I am humbled by and grateful for all the support that I have received from many supporters and more than 6,000 votes cast in the special election on Tuesday. I would like to congratulate Mr. John Cook for waging a strong campaign and wish him well on the Board. I look forward to working with him on education issues as a school board member.
Having said all that, today I had the awful feeling that my vote did not count, literally. As Ben so playfully noted in his Twitter, I do live in Fairview Precint. No, I did not provide the one vote there that tipped the race to Moon. Nor was I out at a graveyard digging up votes. No Chicago jokes, please!
But mine was the precinct that had the malfunctioning machine. The irony is that I was talking with the poll workers about why they didn't have voting machines that left a paper trail, like the ones used this past November. They explained that they couldn't get them back because of budget constraints.
I am mindful, even sympathetic, to the fact that we will all be asked to make sacrifices because of the tough economic times, and that includes budget cuts. But what is the price for a democracy? How much are we willing to sacrifice to ensure that every vote counts and that every citizen has faith in a democratic system?
Many years ago, I had the privilege of meeting Margaret Meade, the legendary anthropologist. She was lecturing at my college and she recounted an anecdote that describes Americans. She told a hypothetical tale of a town in a tornado ridden area where people refused to build storm cellars because they had never had a tornado come through their street. One day, a tornado ripped through one side of the street, devastating the homes. When they rebuilt their houses, the people on that side of the street all put in storm cellars. But the people on the other side of the street refused to because they had never had a tornado come down their side of the street.

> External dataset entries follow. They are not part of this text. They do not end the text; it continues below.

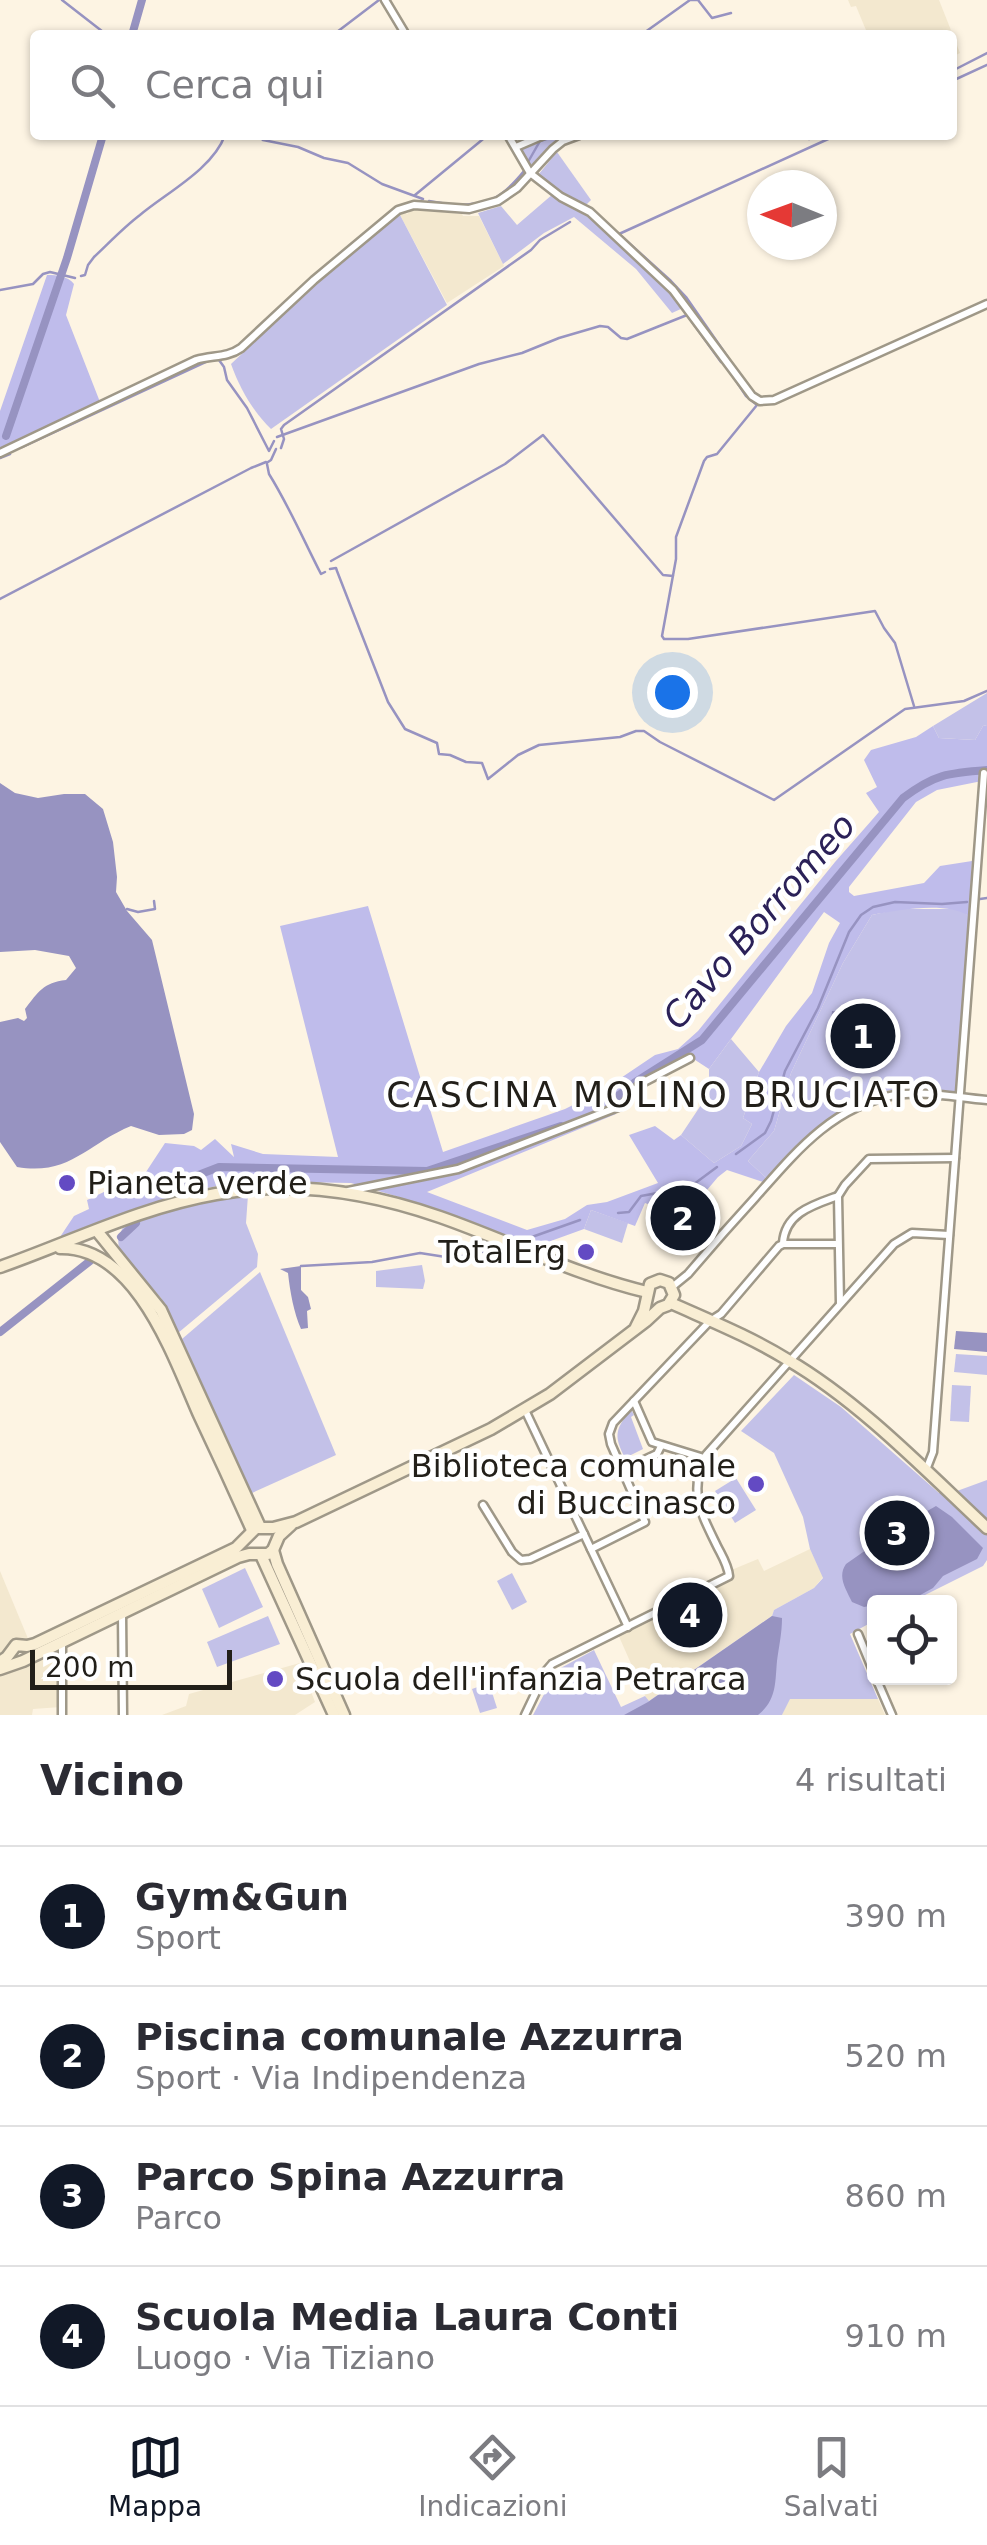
<!DOCTYPE html>
<html lang="it">
<meta charset="utf-8">
<style>
body{margin:0;font-family:"DejaVu Sans",sans-serif;background:#f7f7f7;color:#2b2b33}
.controls{position:absolute;right:30px;bottom:30px;display:grid;overflow:hidden;border-radius:10px;box-shadow:0 2px 8px #0004}
.controls button{width:90px;height:90px;display:grid;place-items:center;padding:0;border:0;border-bottom:2px solid #e1e1e2;background:#fff;color:#2b2b33;font:50px sans-serif}
.compass{position:absolute;left:747px;top:170px;width:90px;height:90px;border-radius:50%;background:#fff;box-shadow:0 2px 8px #0004;rotate:271deg}
.scale{position:absolute;left:30px;bottom:25px;width:202px;box-sizing:border-box;padding-left:10px;border:5px solid #221f19;border-top:0;font-size:28px;line-height:35px;white-space:nowrap;color:#221f19;-webkit-text-stroke:8px #fff;paint-order:stroke}
.you{position:absolute;left:672px;top:692px;width:35px;height:35px;margin:-25px;border:8px solid #fff;border-radius:50%;background:#1a73e8;box-shadow:0 0 0 15px #1a73e833}
.badge{display:grid;place-items:center;width:65px;height:65px;border-radius:50%;background:#111827;color:#fff;font-size:32px;font-weight:700}
.pin{position:absolute;translate:-50% -50%;border:5px solid #fff;box-shadow:0 2px 10px #0006}
.list{margin:0;padding:0;list-style:none}
h2{display:flex;justify-content:space-between;align-items:center;height:130px;margin:0;padding:0 40px;font-size:42px}
h2 small{font-size:32px;font-weight:400;color:#7c7c81}
.list li{display:grid;grid-template-columns:65px 1fr auto;gap:30px;align-items:center;box-sizing:border-box;height:140px;padding:0 40px;border-top:2px solid #e1e1e2}
.list b{display:block;font-size:38px;white-space:nowrap}
.list p{margin:0;font-size:32px;white-space:nowrap;color:#7c7c81}
.list em{font-size:32px;font-style:normal;color:#7c7c81}
.icon{flex:none;width:55px;height:55px;fill:none;stroke:currentColor;stroke-width:2;stroke-linecap:round;stroke-linejoin:round}
.map{position:relative;flex:none;width:987px;height:1715px;overflow:hidden}
.search{position:absolute;background:#fff;box-shadow:0 2px 8px #0004;left:30px;right:30px;top:30px;height:110px;display:flex;align-items:center;gap:25px;box-sizing:border-box;padding:0 35px;border-radius:10px;color:#7c7c81;font-size:38px}
.sheet{height:690px;background:#fff}
nav{display:flex;justify-content:space-around;align-items:center;box-sizing:border-box;height:140px;border-top:2px solid #e1e1e2;background:#fff;font-size:28px;color:#7c7c81}
nav a{display:grid;justify-items:center;gap:5px}
nav .on{color:#111827}
.map>svg:first-child{display:block}
.built{fill:#f3e8cf}
.green{fill:#c3c1e8}
.forest{fill:#bfbceb;fill-rule:evenodd}
.water{fill:#9793c1}
.lines{fill:none;stroke-linecap:round;stroke-linejoin:round}
.stream{stroke:#9793c1;stroke-width:2.5}
.canal{stroke:#9793c1;stroke-width:8}
.street-casing{stroke:#9f9888;stroke-width:11}
.secondary-casing{stroke:#9f9888;stroke-width:15}
.street{stroke:#fff;stroke-width:6}
.secondary{stroke:#f9eed4;stroke-width:10}
.poi-dot{fill:#634ac3;stroke:#fff;stroke-width:4}
.labels{text-anchor:middle;stroke-width:9;stroke-linejoin:round;paint-order:stroke}
.poi-label{font-size:32px;fill:#221f19;stroke:#fff;text-anchor:start}
.water-label{font-size:35px;font-style:italic;fill:#2b2158;stroke:#fff}
.neighbourhood-label{font-size:35px;letter-spacing:2.5px;fill:#221f19;stroke:#fff}
</style>
<div class="map">
<svg width="987" height="1715" viewBox="0 0 987 1715">
<rect width="100%" height="100%" fill="#fdf4e3"/>
<!-- built -->
<g class="built">
<path d="M848,0h91l21,53 -8,4v-22h-84l-12,-29 -5,1z"/>
<path d="M414,209l48,5 1,2h16l25,50 -57,37 -48,-90 4,-2 4,3z"/>
<path d="M810,1549l13,28 -9,11 -40,22 -2,6 -124,86 -31,-70 109,-54 3,-7 29,-12 6,12z"/>
<path d="M0,1571l29,70 -29,15z"/>
<path d="M61,1643v64l-28,2 -1,6h-32v-45z"/>
<path d="M300,1663l15,39 -20,13h-133l24,-9 3,-12z"/>
<path d="M789,1699h89l7,16h-103z"/>
</g>
<!-- green -->
<g class="green">
<path d="M555,135h4l1,4 -8,4 -20,21h-5l-6,-17z"/>
<path d="M557,152l34,48 -7,7 -16,-9 -30,-23z"/>
<path d="M553,194c11,9 24,11 34,20 35,28 68,60 96,94l-11,5 -36,-44 -62,-52 -30,16 -41,31 -25,-51 23,-7 16,19z"/>
<path d="M399,213l48,92 -176,124c-19,-19 -31,-40 -40,-65l82,-77z"/>
<path d="M987,693v32l-4,1 -8,14 -36,-2 -6,-12z"/>
<path d="M899,909h60l10,7 -13,175c-18,2 -37,-4 -55,-2 -57,4 -99,50 -135,89l-18,-17 26,-30 17,-58 52,-110 29,-48z"/>
<path d="M731,1039l28,33 -16,46 9,6 -11,22 -27,17 -33,-28 28,-42v-24z"/>
<path d="M248,1195l-2,28 12,31 -1,13 -79,66 -17,-35 -42,-47 -1,-13 6,-13 92,-27z"/>
<path d="M591,1210l37,13 -6,20 -38,-14z"/>
<path d="M422,1265l3,16 -2,8 -47,-2v-16z"/>
<path d="M260,1272l76,183 -84,38 -70,-154z"/>
<path d="M956,1354l31,2v19l-33,-3z"/>
<path d="M794,1375l47,32 98,86 18,-2 30,-11v80l-4,6 -72,36h-37v19l-24,13 28,65h-88l-8,16h-249l24,-45 37,-20 27,57 24,-11 4,5 123,-85 2,-6 40,-22 9,-10 -13,-29 -7,-32 -29,-64 -33,-22z"/>
<path d="M952,1385l19,1 -2,36 -19,-1z"/>
<path d="M629,1411h3l2,4 -3,2 12,32 -18,9c-11,-22 -10,-27 4,-47z"/>
<path d="M736,1478l20,32 -21,13 -20,-32z"/>
<path d="M245,1568l18,39 -44,21 -17,-39z"/>
<path d="M512,1573l15,29 -15,8 -15,-29z"/>
<path d="M268,1616l12,28 -63,23 -10,-25z"/>
<path d="M489,1683l8,25 -17,5 -8,-24z"/>
</g>
<!-- forest -->
<g class="forest">
<path d="M47,275c10,0 21,1 27,9l-8,31 34,87 -100,46v-37z"/>
<path d="M987,725v55l-50,10 -21,12 -67,85v5l5,4 70,-13 16,-17 32,-5 -3,55c-22,-15 -72,-6 -97,-1l-29,48 -52,110 -17,58 -26,30 18,17 -3,4 -36,-12 -9,7 -28,33 -23,-11 -6,10 -16,-6 -10,23 -44,-16 -7,19 -47,17 -138,-49 -48,-14 -107,-2 -53,10 -131,46 14,-21 15,-7 -2,-9 59,-28 19,-29 29,3 7,4 14,-11 19,18 -3,-13 32,10 75,3 -58,-231 88,-20 75,246 122,-43 38,-19 52,-35 23,-6 20,-18 137,-169 44,-50 -13,-19 11,-6 -13,-27 7,-10 45,-13 17,-11 6,12 36,2 8,-14zM824,912l16,11 -11,20 -17,50 -26,33 -27,46 -16,46 9,6 -11,22 -27,17 -33,-28 -7,5 -19,-14 -26,9 29,48 -51,19 -20,3 -22,14 -38,11 -100,-38 189,-78 -2,-6 22,-24 53,-28 20,13z"/>
</g>
<!-- water -->
<g class="water">
<path d="M0,783l15,10 23,5 26,-4h21l18,15 10,33 4,35 -1,15 11,19 25,29 42,174 -2,16 -8,4 -25,1 -28,-9c-44,18 -61,50 -114,41l-17,-25v-120l18,-4 6,3 3,-3 -2,-9c14,-18 18,-26 41,-29l10,-12 -7,-12 -34,-6 -35,2z"/>
<path d="M832,1011l19,1 -2,31 -20,-2z"/>
<path d="M301,1266v24l7,7 3,12 -4,2 1,17 -7,1c-7,-16 -11,-37 -13,-56l-8,-4z"/>
<path d="M956,1331l31,2v19l-33,-3z"/>
<path d="M936,1506l16,11 31,31 -6,11 -34,17 -10,12 -20,11 -16,3h-23v3l-10,2 -12,-5c-6,-13 -15,-25 -6,-38l50,-35z"/>
<path d="M772,1616l10,2c0,15 -3,28 -5,43 -2,21 0,39 -19,54h-134l24,-13z"/>
</g>
<g class="lines">
<!-- stream -->
<g class="stream">
<path d="M62,0l45,35"/>
<path d="M118,35h1"/>
<path d="M333,35l46,-35"/>
<path d="M641,35l49,-35h8l14,18 19,-5"/>
<path d="M952,71l35,-18"/>
<path d="M952,81l35,-16"/>
<path d="M258,135l5,5 35,7 26,11 24,5 34,21 41,15"/>
<path d="M805,135l4,4 9,-4"/>
<path d="M528,162l12,-21 19,-6"/>
<path d="M415,195l73,-60"/>
<path d="M429,201l18,3"/>
<path d="M455,205c36,-1 47,-7 69,-34"/>
<path d="M81,276l4,-1 3,-10 6,-8c15,-14 30,-30 46,-42 26,-22 73,-46 85,-80"/>
<path d="M0,290l33,-6 10,-10 7,-2 25,6"/>
<path d="M727,356l-41,-59 -15,-16 -52,-47 218,-99"/>
<path d="M219,360l5,7 3,13 20,28 22,43 5,-10"/>
<path d="M729,370l17,26 11,9 -40,49 -10,3 -3,4 -28,76v22l-14,77 2,3h24l187,-28 9,17 11,15 19,63"/>
<path d="M277,437l202,-73 43,-11 37,-15 41,-12 8,1 13,11 6,1 60,-24 34,47"/>
<path d="M22,447l190,-88"/>
<path d="M281,448l3,-9 -3,-10 3,-4 247,-175 9,-10 30,-18"/>
<path d="M0,458l10,-4"/>
<path d="M268,462l3,-2 5,-11"/>
<path d="M267,464l2,10c20,32 35,67 52,100l4,-2"/>
<path d="M331,561l174,-97 38,-29 120,140 10,1"/>
<path d="M330,569l6,-1 1,3 51,131 17,27 32,14 2,11 11,1 16,7 16,1 6,16 30,-24 21,-10 81,-8 16,-6h8l16,11 114,58 131,-91 59,-8 23,-10"/>
<path d="M0,599l251,-131 15,-6"/>
<path d="M980,899l7,-1"/>
<path d="M127,909l11,3 17,-3 -1,-8"/>
<path d="M736,1154l29,-21 6,-12 14,-50 33,-63 31,-76 12,-17 12,-8 22,-5 47,2 25,-2"/>
<path d="M618,1213l11,-1 12,-16 49,-9 27,-20"/>
<path d="M529,1238l51,-18"/>
<path d="M301,1266l71,-4 48,-9 32,5 45,-9"/>
</g>
<!-- canal -->
<g class="canal">
<path d="M132,35l10,-35"/>
<path d="M6,436l61,-178 36,-123"/>
<path d="M603,1111l5,-2 11,-14 15,-12 68,-43 201,-242c32,-24 45,-25 84,-28"/>
<path d="M169,1191l19,-12 31,-12 208,4 134,-45"/>
<path d="M121,1237l15,-14"/>
<path d="M0,1332l90,-71"/>
</g>
<!-- street casing -->
<g class="street-casing">
<g id="street">
<path d="M385,0l21,35"/>
<path d="M508,135l22,38 31,24 29,15 83,78 79,106 8,5 14,-1 213,-96"/>
<path d="M516,147l28,-12"/>
<path d="M0,453l196,-93c16,-5 31,-2 45,-12l73,-68 84,-70 16,-5 55,4 29,-8 19,-13 36,-39 10,-8 16,-6"/>
<path d="M348,1191l110,-22 165,-64 17,-21 50,-26"/>
<path d="M783,1243c2,-30 30,-38 55,-47"/>
<path d="M672,1287l16,-13c22,-26 44,-51 67,-76 39,-44 77,-92 140,-103 29,-5 63,3 92,5"/>
<path d="M840,1303l-2,-107 7,-11 24,-26 86,-1"/>
<path d="M634,1401l18,41 52,16"/>
<path d="M525,1410l103,217"/>
<path d="M623,1470l34,-16 4,-8"/>
<path d="M926,1470l7,-18 51,-679"/>
<path d="M483,1505l29,47 9,8 9,-1 54,-25"/>
<path d="M591,1549l54,-27 -34,-78 -2,-10 4,-11 97,-102 11,-7 58,-68 4,-2h55"/>
<path d="M122,1614l1,101"/>
<path d="M858,1634l16,39"/>
<path d="M876,1678l16,37"/>
<path d="M62,1715v-74"/>
<path d="M525,1715l21,-44 6,-7 177,-88c-1,-11 -7,-20 -12,-30 -16,-33 -29,-55 -11,-91l188,-211 18,-11 37,2"/>
</g>
</g>
<!-- secondary casing -->
<g class="secondary-casing">
<g id="secondary">
<path d="M97,1231l64,79 99,217"/>
<path d="M60,1248c77,-2 114,111 140,169 18,38 35,75 52,113"/>
<path d="M0,1267c71,-25 141,-60 216,-73 75,-14 152,-2 224,23 69,24 135,58 207,75"/>
<path d="M671,1303c40,18 80,34 117,57 72,42 138,111 199,168"/>
<path d="M273,1550l4,14 67,151"/>
<path d="M261,1555l73,160"/>
<path d="M0,1662l7,-5 9,-12 11,1 8,-2 201,-96 20,-20h17l23,-6 195,-93 59,-35 96,-73 14,-13 8,-3 6,-10 -5,-12 -9,-3 -10,4 -6,27 -8,16"/>
<path d="M0,1669l23,-8 215,-104 11,-3h19l5,-4 6,-14 12,-11"/>
</g>
</g>
<!-- street -->
<use href="#street" class="street"/>
<!-- secondary -->
<use href="#secondary" class="secondary"/>
</g>
<!-- markers -->
<g class="poi-dot">
<circle cx="67" cy="1183" r="10"/>
<circle cx="586" cy="1252" r="10"/>
<circle cx="756" cy="1484" r="10"/>
<circle cx="275" cy="1679" r="10"/>
</g>
<g class="labels">
<!-- poi labels -->
<g class="poi-label">
<text x="87" y="1194">Pianeta verde</text>
<text x="566" y="1263" text-anchor="end">TotalErg</text>
<text x="736" y="1477" text-anchor="end">Biblioteca comunale<tspan x="736" dy="37">di Buccinasco</tspan></text>
<text x="295" y="1690">Scuola dell'infanzia Petrarca</text>
</g>
<!-- water labels -->
<g class="water-label">
<text transform="translate(759 921) rotate(-49)" y="12">Cavo Borromeo</text>
</g>
<!-- neighbourhood labels -->
<g class="neighbourhood-label">
<text x="664" y="1107">CASCINA MOLINO BRUCIATO</text>
</g>
</g>
</svg>
<div class="controls">
<button><svg class="icon" aria-label="locate" viewBox="0 0 24 24"><circle cx="12" cy="12" r="6"/><path d="M12 2v4M12 18v4M2 12h4M18 12h4"/></svg></button>
</div>
<svg class="compass" viewBox="-18 -18 36 36"><path d="M0-13l5 13h-10z" fill="#e53935"/><path d="M0 13l5-13h-10z" fill="#7c7c81"/></svg>
<div class="scale">200 m</div>
<div class="you"></div>
<div class="pin badge" style="left:863px;top:1036px">1</div>
<div class="pin badge" style="left:683px;top:1218px">2</div>
<div class="pin badge" style="left:897px;top:1533px">3</div>
<div class="pin badge" style="left:690px;top:1615px">4</div>
<div class="search"><svg class="icon" aria-label="search" viewBox="0 0 24 24"><circle cx="10" cy="10" r="6"/><path d="M15 15l6 6"/></svg>Cerca qui</div>
</div>
<section class="sheet">
<h2>Vicino<small>4 risultati</small></h2>
<ul class="list">
<li><span class="badge">1</span><div><b>Gym&amp;Gun</b><p>Sport</p></div><em>390 m</em></li>
<li><span class="badge">2</span><div><b>Piscina comunale Azzurra</b><p>Sport · Via Indipendenza</p></div><em>520 m</em></li>
<li><span class="badge">3</span><div><b>Parco Spina Azzurra</b><p>Parco</p></div><em>860 m</em></li>
<li><span class="badge">4</span><div><b>Scuola Media Laura Conti</b><p>Luogo · Via Tiziano</p></div><em>910 m</em></li>
</ul>
</section>
<nav>
<a class="on"><svg class="icon" aria-label="map" viewBox="0 0 24 24"><path d="M3 6l6-2 6 2 6-2v14l-6 2-6-2-6 2zM9 4v14M15 6v14"/></svg>Mappa</a>
<a><svg class="icon" aria-label="directions" viewBox="0 0 24 24"><path d="M12 3l9 9-9 9-9-9zM9 14v-3h6M13 9l2 2-2 2"/></svg>Indicazioni</a>
<a><svg class="icon" aria-label="saved" viewBox="0 0 24 24"><path d="M7 4h10v16l-5-4-5 4z"/></svg>Salvati</a>
</nav>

That's how we have been about reform of voting machines. After witnessing the fiasco in Florida in 2000, where at least they had a paper trail to recount, and the still contested race in Minnesota this year, people in Virginia are still resistant to replacing our touch screen machines.
We have had far too many very close elections in the past few years to keep burying out heads in the sand. I do not mean to imply that John Cook might not have won the race yesterday. And I suspect absolutely no foul play.
But the simple truth is the malfunctioning voting machine is a wake up call. It is our torando down our side of the street. It is time to replace the touch screen machines with paper ballots. No matter what the cost, no matter what the budget contraints, our democracy has already come at too high a cost to sacrifice it. Men and women have sacrificed their lives on battlefields to ensure our right to vote and choose our leaders. No budget constraint should every trump that.
It is past time to replace the touch screens, which can be hacked and tampered with. We need a paper trail precisely for recounts in close races.